***** MATERIAL PROVIDED *****
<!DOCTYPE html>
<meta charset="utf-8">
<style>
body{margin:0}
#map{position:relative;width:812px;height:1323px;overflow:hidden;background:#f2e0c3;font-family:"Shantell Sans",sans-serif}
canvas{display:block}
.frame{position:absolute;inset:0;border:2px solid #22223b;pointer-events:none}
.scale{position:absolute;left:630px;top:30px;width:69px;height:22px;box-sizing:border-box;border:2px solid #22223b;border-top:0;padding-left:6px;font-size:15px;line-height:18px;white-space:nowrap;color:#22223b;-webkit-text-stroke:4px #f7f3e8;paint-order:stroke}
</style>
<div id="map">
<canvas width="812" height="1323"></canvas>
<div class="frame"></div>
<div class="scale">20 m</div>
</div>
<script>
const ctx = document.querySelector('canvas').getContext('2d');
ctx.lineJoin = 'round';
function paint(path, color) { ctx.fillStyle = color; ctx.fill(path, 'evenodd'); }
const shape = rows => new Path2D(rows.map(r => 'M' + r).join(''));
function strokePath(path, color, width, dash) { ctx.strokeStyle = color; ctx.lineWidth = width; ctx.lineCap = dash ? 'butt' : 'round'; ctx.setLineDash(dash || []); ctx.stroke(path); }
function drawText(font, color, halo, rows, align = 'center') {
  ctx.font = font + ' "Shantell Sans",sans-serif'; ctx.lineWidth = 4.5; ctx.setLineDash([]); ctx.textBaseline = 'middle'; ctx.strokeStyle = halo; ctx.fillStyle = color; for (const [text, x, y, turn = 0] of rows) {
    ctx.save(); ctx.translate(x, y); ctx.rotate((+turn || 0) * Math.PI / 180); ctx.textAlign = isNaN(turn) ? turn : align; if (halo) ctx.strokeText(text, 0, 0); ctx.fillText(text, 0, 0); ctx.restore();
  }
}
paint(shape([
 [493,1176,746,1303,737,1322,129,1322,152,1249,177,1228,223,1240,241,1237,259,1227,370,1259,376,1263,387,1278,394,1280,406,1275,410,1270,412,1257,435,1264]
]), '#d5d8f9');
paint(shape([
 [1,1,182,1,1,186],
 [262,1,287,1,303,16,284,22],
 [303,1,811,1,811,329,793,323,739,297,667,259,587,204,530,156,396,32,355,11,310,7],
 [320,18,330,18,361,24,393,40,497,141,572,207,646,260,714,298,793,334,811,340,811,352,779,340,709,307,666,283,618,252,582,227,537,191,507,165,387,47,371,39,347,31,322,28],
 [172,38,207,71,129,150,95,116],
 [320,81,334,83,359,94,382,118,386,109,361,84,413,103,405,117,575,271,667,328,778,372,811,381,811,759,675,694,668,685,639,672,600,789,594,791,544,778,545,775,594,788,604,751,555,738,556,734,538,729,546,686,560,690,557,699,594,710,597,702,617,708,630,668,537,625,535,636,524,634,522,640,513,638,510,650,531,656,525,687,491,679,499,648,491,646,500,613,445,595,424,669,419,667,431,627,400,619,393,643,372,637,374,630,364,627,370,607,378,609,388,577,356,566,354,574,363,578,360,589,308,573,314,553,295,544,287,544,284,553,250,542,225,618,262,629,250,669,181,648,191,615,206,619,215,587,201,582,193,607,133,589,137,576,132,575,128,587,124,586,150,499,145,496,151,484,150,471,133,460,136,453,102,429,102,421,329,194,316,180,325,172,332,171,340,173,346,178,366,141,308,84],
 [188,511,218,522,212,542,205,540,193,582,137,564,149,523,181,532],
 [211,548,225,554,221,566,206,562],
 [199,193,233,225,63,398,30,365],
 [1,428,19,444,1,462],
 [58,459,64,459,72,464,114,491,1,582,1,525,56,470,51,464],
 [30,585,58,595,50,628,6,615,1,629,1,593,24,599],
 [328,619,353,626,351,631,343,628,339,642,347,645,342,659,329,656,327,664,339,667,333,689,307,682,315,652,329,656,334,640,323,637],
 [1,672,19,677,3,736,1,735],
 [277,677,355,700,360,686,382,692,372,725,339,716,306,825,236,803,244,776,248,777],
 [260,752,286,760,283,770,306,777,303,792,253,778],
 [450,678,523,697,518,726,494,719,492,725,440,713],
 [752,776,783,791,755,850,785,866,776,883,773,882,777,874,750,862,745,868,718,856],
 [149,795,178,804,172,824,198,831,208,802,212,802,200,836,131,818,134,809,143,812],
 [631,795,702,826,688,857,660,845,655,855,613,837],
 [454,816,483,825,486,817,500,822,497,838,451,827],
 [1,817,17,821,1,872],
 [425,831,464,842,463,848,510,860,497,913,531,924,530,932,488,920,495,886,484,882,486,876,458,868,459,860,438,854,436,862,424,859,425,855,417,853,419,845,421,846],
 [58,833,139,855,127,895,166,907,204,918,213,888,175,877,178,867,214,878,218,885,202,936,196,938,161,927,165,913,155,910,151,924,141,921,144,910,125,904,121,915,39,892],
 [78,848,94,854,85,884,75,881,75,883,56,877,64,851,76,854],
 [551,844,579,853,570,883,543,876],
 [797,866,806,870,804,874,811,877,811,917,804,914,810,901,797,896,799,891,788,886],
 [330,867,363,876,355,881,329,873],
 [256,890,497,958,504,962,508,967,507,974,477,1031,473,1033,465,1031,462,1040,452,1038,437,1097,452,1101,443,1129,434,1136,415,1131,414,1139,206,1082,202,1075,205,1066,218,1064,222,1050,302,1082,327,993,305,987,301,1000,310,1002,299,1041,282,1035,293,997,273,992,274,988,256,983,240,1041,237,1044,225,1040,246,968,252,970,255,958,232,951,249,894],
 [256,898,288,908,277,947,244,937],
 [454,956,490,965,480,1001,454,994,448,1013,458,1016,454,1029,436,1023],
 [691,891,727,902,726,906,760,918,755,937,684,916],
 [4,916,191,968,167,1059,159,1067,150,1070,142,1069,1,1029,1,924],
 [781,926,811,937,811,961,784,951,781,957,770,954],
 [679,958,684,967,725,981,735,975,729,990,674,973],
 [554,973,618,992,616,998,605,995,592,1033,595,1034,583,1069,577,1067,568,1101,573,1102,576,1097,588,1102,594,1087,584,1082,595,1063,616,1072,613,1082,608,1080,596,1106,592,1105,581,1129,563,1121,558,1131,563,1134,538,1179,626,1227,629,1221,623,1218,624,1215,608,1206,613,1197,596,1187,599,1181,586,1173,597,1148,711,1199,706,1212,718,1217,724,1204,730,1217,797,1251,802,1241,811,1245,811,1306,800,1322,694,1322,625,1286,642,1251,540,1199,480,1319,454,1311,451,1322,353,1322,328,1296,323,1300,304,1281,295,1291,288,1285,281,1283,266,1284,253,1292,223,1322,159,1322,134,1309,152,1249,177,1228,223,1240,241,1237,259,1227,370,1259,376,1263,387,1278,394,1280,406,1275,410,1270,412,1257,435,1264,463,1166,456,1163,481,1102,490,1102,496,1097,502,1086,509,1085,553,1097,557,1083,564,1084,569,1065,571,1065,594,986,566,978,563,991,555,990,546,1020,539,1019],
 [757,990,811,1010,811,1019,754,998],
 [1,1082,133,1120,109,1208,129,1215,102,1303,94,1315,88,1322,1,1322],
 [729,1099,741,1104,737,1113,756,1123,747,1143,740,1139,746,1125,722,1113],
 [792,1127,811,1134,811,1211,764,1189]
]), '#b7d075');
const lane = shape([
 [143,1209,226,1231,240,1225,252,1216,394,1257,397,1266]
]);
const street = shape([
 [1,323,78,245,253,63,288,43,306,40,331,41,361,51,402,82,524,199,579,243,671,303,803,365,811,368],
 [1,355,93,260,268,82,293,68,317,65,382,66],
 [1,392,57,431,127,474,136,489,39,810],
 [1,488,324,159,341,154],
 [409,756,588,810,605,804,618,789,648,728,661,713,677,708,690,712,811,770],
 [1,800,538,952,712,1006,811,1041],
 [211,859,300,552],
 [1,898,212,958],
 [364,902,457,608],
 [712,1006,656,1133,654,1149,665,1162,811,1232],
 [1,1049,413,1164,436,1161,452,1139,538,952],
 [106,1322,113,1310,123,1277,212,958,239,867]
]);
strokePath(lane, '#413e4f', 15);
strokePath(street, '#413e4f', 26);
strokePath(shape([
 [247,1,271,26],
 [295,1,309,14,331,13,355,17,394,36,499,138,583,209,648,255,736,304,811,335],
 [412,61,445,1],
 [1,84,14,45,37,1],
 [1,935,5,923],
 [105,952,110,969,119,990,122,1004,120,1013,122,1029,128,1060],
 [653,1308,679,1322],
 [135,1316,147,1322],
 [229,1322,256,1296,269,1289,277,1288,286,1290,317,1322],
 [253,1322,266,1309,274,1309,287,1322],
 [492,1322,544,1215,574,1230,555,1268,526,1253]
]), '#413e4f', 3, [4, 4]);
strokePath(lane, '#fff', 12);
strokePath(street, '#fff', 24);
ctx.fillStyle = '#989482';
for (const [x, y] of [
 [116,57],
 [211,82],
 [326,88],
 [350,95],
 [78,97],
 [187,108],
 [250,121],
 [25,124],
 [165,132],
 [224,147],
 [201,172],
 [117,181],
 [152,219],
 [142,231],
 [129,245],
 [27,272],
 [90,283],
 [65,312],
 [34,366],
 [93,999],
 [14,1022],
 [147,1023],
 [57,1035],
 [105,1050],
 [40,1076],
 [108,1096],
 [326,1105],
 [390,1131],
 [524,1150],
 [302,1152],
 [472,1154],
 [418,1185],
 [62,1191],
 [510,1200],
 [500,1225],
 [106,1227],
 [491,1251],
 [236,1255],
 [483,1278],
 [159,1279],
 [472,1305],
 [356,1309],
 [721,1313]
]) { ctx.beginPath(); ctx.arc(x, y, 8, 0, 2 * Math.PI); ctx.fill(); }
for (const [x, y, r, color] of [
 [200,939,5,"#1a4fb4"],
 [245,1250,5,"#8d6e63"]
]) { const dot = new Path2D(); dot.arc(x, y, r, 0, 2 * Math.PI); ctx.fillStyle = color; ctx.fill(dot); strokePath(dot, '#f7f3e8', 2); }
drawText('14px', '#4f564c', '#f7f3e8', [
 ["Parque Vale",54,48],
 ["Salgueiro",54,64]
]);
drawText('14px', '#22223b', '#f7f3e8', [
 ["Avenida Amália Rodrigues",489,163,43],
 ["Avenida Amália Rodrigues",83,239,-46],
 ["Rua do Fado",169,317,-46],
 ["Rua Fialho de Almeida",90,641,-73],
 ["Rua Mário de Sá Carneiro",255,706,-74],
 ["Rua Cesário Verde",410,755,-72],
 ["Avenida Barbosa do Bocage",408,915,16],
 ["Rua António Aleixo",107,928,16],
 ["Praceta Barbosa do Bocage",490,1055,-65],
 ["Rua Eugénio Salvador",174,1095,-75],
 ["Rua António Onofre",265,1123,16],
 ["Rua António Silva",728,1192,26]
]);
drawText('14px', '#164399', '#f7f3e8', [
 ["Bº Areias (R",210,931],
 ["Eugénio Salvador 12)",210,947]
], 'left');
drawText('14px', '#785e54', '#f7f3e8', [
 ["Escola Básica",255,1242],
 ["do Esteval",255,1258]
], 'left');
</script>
*****
--- TASK PROMPT ---
Where in the entries above does the word "canvas" appear? Copy each line that has it.

--- YOUR SOLUTION ---
canvas{display:block}
<canvas width="812" height="1323"></canvas>
const ctx = document.querySelector('canvas').getContext('2d');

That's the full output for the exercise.